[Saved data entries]

::::::

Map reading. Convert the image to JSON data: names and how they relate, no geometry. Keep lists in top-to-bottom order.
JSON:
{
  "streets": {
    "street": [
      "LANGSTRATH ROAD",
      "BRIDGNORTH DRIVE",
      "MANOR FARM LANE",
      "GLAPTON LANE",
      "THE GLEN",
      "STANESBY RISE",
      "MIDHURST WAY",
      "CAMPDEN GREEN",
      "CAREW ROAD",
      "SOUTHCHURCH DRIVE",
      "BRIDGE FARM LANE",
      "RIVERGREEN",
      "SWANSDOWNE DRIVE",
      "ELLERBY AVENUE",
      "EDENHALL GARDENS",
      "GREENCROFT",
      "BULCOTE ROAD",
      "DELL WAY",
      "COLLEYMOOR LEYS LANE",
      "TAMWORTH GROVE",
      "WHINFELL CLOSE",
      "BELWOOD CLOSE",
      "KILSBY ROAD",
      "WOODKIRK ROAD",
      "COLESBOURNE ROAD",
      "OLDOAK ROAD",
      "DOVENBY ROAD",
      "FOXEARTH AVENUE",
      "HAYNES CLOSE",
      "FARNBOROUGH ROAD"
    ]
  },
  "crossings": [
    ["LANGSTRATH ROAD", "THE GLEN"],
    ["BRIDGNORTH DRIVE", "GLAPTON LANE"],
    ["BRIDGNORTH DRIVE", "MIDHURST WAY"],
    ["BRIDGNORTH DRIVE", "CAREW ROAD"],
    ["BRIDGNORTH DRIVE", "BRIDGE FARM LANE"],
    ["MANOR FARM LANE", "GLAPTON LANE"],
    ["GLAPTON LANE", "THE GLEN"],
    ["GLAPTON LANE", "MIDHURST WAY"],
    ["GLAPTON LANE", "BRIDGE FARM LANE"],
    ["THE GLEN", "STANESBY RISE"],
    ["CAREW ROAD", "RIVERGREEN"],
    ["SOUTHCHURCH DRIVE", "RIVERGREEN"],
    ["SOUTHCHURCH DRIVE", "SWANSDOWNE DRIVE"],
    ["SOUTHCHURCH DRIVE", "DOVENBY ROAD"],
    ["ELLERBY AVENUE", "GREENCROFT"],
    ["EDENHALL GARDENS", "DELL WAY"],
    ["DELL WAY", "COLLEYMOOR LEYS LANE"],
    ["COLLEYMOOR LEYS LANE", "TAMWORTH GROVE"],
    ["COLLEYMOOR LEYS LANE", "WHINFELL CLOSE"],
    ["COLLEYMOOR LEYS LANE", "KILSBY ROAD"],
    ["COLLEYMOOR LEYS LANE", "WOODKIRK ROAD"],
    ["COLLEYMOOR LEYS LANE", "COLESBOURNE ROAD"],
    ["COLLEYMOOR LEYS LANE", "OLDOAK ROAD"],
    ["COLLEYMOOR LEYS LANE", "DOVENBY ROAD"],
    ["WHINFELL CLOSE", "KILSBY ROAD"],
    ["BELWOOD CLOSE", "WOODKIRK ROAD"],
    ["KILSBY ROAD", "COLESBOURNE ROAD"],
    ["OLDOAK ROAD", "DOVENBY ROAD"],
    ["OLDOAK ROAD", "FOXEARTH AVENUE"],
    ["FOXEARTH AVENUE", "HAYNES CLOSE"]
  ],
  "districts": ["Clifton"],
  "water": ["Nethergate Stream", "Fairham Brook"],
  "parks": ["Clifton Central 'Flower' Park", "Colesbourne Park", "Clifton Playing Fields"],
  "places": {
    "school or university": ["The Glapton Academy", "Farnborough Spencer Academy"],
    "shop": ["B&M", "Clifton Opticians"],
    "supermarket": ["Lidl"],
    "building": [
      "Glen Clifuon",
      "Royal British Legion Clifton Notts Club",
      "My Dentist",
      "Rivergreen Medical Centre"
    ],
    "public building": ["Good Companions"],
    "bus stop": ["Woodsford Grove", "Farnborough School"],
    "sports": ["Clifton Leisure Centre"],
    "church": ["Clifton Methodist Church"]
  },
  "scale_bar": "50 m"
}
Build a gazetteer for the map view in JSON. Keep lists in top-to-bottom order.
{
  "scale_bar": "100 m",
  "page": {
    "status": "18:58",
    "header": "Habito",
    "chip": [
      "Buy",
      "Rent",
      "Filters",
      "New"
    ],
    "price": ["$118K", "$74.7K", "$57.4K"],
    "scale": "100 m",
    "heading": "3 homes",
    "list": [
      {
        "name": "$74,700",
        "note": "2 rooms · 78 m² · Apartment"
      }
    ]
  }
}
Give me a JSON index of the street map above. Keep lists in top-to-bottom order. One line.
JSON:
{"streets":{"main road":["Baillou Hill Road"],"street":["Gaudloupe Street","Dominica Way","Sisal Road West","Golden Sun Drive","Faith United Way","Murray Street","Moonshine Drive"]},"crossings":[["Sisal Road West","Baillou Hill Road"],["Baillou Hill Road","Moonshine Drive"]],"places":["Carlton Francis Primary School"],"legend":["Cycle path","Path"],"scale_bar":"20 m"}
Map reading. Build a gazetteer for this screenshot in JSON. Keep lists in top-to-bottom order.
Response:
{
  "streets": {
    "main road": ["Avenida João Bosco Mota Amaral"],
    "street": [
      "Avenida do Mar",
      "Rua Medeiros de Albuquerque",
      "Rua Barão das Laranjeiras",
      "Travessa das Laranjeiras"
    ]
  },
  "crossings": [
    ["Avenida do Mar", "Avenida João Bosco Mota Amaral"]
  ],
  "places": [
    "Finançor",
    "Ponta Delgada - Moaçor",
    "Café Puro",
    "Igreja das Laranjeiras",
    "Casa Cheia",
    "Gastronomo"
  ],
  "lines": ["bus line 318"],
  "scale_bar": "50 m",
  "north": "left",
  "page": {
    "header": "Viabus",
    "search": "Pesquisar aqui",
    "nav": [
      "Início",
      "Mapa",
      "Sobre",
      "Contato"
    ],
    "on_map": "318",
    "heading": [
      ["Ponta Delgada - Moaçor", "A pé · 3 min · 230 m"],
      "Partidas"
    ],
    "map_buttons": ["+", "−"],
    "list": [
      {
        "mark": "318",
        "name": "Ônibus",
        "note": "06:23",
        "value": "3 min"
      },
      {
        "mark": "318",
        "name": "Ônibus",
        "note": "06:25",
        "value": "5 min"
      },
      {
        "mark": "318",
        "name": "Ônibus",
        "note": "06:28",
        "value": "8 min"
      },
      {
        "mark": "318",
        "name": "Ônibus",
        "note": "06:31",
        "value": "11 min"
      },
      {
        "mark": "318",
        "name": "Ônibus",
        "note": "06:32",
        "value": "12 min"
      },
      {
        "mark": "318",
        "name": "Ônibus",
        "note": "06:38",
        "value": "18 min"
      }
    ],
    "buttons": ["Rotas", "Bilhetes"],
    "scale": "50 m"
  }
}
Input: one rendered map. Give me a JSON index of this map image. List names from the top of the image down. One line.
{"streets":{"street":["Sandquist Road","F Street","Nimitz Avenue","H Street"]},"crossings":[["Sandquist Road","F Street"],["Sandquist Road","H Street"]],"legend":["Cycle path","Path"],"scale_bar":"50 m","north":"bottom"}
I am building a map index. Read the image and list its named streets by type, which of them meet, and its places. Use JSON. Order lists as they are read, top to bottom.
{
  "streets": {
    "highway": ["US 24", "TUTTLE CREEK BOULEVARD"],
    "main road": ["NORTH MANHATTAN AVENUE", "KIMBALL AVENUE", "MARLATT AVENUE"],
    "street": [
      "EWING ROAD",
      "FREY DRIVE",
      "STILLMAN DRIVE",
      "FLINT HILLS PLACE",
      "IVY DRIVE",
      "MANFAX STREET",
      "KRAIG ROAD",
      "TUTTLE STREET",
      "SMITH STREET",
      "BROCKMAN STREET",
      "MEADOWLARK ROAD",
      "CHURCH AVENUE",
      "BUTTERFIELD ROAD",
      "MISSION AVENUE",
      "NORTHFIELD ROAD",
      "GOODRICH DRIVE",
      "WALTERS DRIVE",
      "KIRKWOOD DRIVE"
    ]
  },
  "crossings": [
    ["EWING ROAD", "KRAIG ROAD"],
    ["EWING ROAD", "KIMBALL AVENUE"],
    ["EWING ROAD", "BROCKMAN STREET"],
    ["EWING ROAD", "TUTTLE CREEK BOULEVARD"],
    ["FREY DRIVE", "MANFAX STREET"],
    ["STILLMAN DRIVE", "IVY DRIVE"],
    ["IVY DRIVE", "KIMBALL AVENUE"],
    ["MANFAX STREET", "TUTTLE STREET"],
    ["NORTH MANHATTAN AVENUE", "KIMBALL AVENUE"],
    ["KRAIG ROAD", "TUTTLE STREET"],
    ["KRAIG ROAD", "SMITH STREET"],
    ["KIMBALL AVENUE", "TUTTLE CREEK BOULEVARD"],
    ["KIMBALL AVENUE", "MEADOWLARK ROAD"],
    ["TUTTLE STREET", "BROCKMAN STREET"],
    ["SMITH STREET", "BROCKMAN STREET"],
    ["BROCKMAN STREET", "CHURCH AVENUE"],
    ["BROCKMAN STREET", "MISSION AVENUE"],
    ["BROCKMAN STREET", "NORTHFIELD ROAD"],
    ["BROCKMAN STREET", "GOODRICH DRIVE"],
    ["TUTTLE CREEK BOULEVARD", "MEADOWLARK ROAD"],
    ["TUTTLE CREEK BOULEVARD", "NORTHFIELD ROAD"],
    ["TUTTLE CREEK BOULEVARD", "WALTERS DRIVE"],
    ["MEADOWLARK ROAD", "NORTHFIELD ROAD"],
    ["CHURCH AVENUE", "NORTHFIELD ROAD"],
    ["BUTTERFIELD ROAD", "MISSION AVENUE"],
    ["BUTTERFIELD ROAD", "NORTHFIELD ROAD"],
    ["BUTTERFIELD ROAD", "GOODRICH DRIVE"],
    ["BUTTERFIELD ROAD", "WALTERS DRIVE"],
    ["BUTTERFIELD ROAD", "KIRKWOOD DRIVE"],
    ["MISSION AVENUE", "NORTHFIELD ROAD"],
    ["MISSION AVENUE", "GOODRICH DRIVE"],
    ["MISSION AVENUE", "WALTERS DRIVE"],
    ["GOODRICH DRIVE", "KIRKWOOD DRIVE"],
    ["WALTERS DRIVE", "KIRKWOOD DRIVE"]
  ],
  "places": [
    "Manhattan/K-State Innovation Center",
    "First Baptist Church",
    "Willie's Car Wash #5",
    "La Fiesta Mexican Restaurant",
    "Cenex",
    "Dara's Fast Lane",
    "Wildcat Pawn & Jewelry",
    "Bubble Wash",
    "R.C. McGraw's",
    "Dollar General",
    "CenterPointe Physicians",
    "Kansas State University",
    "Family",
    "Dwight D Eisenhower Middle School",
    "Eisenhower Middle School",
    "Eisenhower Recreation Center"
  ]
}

::::::

→ EXERCISE DETAILS
Only the lines above starting at the line that holds "Build a gazetteer for the" and ending at the line that holds "Give me a JSON index of the" are to be repeated, exactly and in full.

→ REPLY
Build a gazetteer for the map view in JSON. Keep lists in top-to-bottom order.
{
  "scale_bar": "100 m",
  "page": {
    "status": "18:58",
    "header": "Habito",
    "chip": [
      "Buy",
      "Rent",
      "Filters",
      "New"
    ],
    "price": ["$118K", "$74.7K", "$57.4K"],
    "scale": "100 m",
    "heading": "3 homes",
    "list": [
      {
        "name": "$74,700",
        "note": "2 rooms · 78 m² · Apartment"
      }
    ]
  }
}
Give me a JSON index of the street map above. Keep lists in top-to-bottom order. One line.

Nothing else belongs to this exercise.